WHAT YOU HAVE TO DO | The lines below that include the word "restore" are to be reported.

---------- EXERCISE INPUT ----------

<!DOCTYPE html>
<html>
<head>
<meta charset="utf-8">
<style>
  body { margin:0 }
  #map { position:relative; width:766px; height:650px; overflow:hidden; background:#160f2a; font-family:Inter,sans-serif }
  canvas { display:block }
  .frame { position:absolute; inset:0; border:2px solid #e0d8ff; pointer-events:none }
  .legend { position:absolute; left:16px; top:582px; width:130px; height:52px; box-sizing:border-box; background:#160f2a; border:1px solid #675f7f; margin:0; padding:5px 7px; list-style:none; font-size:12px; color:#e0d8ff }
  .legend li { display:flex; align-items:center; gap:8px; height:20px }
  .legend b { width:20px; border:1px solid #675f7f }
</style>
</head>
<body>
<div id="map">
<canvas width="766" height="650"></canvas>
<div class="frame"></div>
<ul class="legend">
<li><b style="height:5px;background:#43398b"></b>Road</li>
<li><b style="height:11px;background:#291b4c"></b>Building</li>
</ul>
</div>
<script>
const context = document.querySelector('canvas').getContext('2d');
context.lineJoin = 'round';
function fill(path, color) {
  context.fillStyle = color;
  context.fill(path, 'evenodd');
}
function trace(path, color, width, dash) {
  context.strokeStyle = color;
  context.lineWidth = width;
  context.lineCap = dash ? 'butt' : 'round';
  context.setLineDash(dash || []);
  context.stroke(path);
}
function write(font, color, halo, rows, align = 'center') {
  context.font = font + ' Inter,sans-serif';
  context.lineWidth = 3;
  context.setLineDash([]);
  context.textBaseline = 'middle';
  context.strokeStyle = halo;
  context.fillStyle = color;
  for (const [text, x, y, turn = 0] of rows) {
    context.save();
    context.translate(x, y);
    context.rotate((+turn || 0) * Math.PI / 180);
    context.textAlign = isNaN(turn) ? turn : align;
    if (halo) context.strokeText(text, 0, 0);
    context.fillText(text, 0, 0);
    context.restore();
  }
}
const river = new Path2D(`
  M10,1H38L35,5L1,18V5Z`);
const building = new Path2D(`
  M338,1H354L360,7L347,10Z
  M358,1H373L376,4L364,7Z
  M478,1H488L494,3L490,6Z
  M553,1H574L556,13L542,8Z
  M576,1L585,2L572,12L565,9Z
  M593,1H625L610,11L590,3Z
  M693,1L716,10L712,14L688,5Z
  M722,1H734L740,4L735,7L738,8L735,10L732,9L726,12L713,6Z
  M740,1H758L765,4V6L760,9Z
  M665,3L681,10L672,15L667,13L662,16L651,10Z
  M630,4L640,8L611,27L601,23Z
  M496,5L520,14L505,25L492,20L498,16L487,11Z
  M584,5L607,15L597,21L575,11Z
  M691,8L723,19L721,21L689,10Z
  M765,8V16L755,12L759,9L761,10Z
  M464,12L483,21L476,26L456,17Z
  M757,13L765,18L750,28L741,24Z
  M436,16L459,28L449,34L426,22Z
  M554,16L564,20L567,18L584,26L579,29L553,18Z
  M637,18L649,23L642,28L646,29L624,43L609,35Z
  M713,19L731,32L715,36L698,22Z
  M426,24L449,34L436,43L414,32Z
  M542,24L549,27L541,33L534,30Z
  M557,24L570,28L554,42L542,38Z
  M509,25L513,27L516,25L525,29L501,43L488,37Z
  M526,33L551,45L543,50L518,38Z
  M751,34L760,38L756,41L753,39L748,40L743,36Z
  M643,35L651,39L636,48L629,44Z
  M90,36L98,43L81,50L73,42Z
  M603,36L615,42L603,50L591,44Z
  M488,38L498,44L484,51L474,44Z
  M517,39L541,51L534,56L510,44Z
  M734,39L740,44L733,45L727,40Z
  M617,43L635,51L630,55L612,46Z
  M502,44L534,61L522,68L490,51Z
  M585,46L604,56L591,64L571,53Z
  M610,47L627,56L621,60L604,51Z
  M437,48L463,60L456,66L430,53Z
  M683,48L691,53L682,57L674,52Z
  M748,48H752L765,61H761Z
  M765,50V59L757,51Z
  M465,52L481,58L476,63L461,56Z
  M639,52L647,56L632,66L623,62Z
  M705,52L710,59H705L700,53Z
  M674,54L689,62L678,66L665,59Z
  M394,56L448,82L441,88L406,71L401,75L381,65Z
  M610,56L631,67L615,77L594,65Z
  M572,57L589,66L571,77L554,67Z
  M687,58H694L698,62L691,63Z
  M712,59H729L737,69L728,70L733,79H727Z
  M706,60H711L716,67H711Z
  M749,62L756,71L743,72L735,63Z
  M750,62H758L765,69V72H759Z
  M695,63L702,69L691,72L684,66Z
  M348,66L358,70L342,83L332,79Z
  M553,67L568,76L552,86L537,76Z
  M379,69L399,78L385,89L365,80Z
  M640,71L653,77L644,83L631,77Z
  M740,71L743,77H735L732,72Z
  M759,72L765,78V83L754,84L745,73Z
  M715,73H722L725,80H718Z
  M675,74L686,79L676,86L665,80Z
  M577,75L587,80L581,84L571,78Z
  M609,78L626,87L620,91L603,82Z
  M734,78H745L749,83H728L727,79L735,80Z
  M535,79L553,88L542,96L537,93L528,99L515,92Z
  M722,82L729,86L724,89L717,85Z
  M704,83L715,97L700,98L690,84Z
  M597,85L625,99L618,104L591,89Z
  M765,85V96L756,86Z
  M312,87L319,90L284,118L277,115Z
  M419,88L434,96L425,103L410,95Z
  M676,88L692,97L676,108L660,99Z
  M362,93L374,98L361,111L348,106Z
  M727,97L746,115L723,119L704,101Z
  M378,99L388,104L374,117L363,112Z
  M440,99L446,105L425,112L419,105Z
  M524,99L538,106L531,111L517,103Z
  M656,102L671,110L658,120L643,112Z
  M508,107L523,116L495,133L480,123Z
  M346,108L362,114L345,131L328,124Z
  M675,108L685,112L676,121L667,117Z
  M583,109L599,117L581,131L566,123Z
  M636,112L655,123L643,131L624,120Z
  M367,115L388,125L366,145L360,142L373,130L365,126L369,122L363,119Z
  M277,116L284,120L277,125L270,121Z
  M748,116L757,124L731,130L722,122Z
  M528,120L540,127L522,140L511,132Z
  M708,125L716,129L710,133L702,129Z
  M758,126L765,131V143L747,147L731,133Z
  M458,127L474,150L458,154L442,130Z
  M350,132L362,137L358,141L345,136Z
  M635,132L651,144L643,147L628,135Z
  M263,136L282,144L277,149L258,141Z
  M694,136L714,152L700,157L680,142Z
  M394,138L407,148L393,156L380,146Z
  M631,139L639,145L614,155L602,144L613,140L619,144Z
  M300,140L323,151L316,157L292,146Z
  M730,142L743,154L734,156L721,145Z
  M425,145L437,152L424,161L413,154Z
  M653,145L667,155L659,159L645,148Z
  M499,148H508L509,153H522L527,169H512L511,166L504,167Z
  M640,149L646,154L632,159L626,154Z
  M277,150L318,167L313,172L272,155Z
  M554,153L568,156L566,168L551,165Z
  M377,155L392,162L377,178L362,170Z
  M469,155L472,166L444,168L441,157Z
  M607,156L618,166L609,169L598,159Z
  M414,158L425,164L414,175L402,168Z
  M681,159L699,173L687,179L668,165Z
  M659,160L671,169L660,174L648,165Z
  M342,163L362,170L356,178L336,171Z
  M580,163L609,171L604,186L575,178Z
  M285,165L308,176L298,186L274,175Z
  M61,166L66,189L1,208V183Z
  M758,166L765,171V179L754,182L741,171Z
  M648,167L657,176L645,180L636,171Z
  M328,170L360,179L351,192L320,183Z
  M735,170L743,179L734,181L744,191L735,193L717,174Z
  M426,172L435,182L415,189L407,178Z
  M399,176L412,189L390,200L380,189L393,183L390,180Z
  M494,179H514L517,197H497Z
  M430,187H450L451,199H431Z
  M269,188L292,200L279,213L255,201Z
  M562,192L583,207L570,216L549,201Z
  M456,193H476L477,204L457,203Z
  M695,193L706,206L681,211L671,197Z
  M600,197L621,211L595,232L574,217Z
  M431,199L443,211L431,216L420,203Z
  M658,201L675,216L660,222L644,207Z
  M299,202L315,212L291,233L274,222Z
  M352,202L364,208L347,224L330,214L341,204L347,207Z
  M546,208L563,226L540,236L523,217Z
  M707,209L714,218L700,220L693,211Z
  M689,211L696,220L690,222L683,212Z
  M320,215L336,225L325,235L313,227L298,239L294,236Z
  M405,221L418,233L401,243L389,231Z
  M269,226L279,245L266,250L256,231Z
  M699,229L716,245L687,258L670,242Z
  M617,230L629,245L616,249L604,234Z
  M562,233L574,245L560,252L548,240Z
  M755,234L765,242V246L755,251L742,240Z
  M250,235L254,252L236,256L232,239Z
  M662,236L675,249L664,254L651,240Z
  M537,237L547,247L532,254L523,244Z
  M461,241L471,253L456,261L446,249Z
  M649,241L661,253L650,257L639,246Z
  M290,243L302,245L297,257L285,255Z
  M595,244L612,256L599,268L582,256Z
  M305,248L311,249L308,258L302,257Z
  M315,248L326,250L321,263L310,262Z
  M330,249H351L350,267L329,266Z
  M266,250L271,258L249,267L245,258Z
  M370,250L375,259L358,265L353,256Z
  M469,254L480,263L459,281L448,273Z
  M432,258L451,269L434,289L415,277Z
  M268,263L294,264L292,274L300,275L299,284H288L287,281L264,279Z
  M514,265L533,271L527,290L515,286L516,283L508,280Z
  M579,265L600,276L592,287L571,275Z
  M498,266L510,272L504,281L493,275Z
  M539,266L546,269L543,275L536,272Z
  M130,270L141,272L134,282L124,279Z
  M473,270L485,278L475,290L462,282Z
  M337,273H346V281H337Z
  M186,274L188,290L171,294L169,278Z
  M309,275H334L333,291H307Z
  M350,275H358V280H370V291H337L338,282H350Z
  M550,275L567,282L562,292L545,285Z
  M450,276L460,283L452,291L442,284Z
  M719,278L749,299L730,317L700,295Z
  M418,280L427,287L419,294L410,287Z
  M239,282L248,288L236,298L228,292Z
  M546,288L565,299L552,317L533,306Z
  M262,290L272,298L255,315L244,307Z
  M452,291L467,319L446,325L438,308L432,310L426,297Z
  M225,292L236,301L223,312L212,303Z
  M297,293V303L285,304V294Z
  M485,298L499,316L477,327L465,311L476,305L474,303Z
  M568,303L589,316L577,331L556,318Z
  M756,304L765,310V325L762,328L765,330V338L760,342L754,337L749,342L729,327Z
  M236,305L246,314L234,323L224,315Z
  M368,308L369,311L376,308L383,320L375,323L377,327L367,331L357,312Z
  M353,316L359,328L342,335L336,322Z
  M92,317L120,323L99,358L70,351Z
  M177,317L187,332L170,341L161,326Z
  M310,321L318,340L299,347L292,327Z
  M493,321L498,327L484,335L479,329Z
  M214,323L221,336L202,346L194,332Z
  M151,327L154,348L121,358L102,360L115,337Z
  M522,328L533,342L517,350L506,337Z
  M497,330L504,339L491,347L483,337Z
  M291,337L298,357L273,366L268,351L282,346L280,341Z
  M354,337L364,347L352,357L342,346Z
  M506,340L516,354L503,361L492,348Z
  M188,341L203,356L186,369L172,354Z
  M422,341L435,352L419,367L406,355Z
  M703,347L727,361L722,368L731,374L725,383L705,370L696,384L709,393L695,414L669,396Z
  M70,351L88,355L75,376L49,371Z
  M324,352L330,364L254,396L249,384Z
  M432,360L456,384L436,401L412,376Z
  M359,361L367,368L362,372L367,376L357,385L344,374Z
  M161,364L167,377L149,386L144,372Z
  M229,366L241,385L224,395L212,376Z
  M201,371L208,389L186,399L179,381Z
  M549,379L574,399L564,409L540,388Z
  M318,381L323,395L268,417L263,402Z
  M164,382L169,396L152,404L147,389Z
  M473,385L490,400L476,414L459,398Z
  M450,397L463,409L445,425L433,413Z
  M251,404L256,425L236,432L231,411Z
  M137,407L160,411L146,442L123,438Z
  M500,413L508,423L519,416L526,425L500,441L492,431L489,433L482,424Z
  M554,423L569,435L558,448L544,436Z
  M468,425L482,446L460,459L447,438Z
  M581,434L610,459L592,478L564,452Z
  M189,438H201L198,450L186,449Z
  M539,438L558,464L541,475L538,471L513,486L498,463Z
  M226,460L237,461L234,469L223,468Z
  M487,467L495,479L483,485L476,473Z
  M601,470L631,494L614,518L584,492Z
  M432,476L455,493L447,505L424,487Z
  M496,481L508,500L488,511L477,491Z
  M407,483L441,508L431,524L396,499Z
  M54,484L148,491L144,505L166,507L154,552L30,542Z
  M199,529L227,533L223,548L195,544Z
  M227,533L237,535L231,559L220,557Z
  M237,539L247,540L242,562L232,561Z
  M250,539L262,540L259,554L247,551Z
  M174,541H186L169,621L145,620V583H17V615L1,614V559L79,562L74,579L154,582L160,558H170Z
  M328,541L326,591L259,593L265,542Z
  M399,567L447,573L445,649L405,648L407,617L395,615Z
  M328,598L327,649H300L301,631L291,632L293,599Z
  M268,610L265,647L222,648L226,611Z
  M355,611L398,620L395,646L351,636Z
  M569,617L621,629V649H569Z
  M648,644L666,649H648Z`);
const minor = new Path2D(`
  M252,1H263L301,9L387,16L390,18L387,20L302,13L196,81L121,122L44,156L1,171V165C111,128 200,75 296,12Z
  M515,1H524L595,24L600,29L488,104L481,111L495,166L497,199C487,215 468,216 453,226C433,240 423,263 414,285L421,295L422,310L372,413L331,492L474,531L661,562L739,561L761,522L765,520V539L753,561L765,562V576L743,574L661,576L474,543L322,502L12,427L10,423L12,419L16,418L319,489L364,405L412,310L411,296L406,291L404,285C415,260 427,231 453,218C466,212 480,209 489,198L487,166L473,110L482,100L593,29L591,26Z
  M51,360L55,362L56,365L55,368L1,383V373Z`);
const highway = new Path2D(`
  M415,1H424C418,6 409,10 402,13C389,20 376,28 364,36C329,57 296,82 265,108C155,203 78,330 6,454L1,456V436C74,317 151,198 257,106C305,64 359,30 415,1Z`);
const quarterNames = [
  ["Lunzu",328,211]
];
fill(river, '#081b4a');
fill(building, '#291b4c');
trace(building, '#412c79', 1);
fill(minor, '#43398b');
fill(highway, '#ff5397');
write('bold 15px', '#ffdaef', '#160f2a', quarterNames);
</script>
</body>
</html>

----------
---------- EXERCISE INPUT ----------

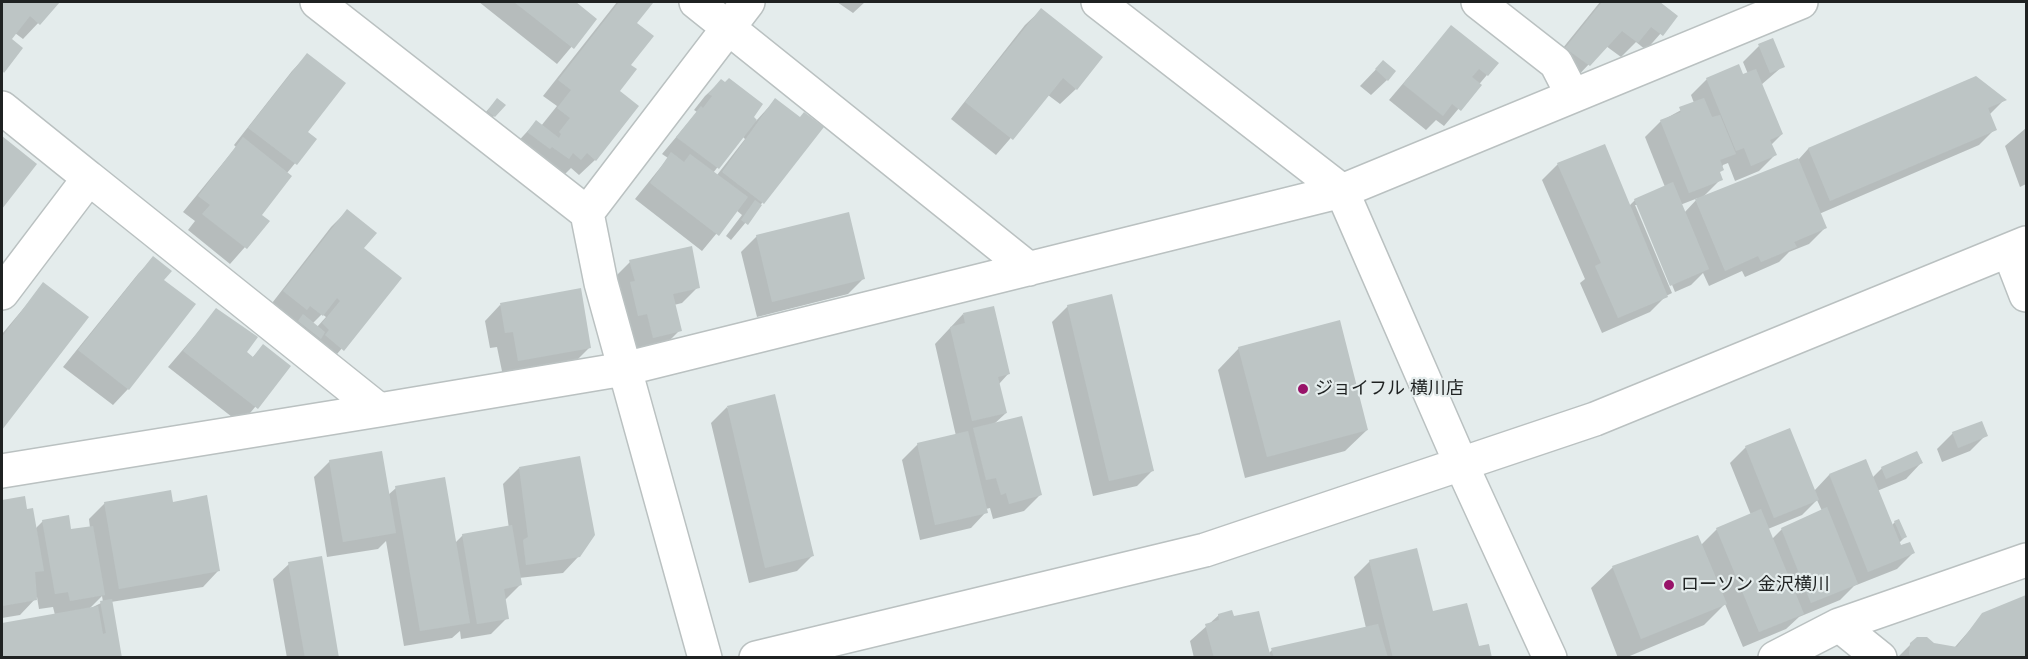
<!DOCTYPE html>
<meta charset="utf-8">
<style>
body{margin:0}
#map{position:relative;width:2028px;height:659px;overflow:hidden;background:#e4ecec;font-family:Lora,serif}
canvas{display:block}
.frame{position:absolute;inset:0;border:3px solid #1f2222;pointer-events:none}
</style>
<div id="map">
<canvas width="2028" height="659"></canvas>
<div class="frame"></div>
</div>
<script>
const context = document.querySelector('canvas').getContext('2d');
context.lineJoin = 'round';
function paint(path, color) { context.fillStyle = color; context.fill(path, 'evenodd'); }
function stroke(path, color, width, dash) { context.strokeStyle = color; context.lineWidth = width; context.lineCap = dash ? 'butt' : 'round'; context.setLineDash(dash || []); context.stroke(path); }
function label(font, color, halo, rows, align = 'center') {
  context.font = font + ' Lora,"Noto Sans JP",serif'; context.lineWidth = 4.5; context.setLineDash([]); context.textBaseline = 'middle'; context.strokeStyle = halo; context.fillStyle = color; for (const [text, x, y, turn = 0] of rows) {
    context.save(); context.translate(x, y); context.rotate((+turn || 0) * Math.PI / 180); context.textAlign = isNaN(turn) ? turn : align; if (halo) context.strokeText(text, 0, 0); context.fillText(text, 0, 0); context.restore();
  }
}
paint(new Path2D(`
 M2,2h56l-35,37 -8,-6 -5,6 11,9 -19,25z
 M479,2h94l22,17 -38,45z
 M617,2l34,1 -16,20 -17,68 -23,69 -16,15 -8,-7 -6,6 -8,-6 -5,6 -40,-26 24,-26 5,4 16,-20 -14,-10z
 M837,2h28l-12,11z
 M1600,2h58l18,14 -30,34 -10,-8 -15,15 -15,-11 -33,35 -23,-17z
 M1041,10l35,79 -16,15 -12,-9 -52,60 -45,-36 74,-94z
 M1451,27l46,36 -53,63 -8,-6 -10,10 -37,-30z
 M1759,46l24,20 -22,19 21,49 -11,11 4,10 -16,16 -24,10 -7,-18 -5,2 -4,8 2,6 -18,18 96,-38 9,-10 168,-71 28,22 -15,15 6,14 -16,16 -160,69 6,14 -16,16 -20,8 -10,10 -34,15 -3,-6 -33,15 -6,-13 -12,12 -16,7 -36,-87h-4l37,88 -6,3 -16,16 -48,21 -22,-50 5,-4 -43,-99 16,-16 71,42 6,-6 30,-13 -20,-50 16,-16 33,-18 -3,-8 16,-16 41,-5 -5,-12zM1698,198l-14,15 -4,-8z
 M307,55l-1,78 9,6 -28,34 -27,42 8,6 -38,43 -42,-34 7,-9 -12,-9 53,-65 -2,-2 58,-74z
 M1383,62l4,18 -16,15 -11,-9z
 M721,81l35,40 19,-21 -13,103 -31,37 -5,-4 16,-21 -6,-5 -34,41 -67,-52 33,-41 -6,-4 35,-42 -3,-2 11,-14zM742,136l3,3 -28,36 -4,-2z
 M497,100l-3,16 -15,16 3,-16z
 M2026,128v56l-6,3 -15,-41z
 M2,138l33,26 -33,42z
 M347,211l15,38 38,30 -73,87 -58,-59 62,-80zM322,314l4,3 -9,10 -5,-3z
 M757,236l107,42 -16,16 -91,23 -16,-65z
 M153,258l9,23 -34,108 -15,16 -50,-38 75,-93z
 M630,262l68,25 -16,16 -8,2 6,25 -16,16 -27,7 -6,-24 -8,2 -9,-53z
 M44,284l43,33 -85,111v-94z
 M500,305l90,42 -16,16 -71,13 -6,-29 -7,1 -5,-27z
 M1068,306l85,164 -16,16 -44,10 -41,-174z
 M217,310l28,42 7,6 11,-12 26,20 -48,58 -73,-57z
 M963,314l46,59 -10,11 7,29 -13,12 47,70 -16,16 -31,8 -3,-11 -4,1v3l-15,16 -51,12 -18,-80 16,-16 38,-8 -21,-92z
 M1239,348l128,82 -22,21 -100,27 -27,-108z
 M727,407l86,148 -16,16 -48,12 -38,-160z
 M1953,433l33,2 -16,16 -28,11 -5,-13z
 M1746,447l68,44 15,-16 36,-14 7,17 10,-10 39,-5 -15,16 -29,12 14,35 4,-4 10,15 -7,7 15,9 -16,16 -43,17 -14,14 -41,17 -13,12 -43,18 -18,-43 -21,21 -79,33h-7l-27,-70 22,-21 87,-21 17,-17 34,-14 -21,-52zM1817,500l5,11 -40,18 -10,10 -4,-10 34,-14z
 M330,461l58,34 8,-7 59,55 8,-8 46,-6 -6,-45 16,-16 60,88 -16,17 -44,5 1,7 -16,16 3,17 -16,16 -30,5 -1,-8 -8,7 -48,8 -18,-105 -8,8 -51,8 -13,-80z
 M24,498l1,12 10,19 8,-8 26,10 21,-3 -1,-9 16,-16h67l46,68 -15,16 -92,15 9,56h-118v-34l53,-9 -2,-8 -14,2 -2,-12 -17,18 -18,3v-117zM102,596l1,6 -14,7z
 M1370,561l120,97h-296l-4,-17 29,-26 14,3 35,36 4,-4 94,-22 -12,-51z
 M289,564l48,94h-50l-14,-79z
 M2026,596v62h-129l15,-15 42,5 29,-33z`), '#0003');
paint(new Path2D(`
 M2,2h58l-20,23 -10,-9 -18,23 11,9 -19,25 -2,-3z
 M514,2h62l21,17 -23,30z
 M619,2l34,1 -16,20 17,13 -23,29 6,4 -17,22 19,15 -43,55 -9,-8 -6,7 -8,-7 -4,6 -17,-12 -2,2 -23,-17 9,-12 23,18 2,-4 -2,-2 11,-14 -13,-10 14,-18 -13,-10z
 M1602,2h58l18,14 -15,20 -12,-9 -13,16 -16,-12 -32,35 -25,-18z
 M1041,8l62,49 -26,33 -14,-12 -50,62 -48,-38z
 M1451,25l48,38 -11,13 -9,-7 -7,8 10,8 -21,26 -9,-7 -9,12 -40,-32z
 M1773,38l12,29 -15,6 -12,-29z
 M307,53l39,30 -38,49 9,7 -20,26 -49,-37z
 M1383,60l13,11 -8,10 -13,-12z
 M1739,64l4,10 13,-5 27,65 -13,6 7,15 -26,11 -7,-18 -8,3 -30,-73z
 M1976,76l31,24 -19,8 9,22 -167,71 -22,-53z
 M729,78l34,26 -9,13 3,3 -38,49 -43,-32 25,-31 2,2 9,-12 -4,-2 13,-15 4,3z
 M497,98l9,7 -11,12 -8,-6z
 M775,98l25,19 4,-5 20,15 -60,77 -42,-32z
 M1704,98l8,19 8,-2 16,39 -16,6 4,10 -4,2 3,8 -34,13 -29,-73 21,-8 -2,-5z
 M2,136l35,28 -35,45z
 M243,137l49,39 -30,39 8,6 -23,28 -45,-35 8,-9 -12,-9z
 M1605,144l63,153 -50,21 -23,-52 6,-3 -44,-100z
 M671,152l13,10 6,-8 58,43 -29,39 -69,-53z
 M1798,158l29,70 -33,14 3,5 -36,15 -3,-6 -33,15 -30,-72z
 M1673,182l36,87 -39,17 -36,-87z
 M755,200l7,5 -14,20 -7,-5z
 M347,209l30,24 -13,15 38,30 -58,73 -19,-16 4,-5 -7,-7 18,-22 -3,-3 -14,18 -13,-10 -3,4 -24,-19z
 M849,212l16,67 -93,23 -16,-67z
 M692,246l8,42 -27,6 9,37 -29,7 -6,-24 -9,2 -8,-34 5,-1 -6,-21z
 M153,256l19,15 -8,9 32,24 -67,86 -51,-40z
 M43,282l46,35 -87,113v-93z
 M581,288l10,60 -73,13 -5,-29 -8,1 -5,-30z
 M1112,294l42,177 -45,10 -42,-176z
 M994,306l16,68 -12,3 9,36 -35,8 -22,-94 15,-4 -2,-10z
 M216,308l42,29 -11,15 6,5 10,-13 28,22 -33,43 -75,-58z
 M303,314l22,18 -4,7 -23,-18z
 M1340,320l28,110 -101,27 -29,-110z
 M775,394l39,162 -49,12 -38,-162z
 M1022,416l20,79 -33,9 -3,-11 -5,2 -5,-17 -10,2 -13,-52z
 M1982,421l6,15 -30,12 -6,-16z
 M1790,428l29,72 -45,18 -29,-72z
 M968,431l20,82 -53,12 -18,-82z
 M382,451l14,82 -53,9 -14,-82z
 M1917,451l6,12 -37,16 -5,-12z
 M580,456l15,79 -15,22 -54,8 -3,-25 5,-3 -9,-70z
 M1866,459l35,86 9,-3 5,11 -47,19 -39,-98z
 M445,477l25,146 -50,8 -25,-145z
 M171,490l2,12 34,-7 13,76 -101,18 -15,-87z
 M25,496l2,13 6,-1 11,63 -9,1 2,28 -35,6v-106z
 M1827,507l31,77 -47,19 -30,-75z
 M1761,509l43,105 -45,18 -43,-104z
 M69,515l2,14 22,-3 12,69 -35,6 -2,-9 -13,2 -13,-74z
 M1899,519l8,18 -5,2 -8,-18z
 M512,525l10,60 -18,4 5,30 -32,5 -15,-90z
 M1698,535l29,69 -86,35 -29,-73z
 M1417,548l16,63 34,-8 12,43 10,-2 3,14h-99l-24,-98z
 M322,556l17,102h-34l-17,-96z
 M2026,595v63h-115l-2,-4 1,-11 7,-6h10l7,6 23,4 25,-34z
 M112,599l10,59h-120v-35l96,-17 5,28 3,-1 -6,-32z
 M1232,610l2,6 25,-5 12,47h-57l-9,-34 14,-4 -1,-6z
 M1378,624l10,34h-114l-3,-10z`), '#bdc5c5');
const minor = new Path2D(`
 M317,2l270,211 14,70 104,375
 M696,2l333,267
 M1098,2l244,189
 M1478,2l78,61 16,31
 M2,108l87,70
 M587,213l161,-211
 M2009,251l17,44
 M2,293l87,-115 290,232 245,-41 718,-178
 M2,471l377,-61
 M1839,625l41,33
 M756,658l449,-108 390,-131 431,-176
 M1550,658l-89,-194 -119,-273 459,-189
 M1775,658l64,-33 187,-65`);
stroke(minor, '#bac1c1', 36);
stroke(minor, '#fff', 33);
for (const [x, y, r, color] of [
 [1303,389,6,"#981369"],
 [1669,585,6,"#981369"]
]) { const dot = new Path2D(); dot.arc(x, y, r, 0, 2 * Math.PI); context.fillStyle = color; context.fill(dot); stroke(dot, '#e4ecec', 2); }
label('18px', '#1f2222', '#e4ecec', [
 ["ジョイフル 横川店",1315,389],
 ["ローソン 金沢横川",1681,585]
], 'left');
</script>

----------

RESULT OF THE EXERCISE |
    context.restore();
    context.save(); context.translate(x, y); context.rotate((+turn || 0) * Math.PI / 180); context.textAlign = isNaN(turn) ? turn : align; if (halo) context.strokeText(text, 0, 0); context.fillText(text, 0, 0); context.restore();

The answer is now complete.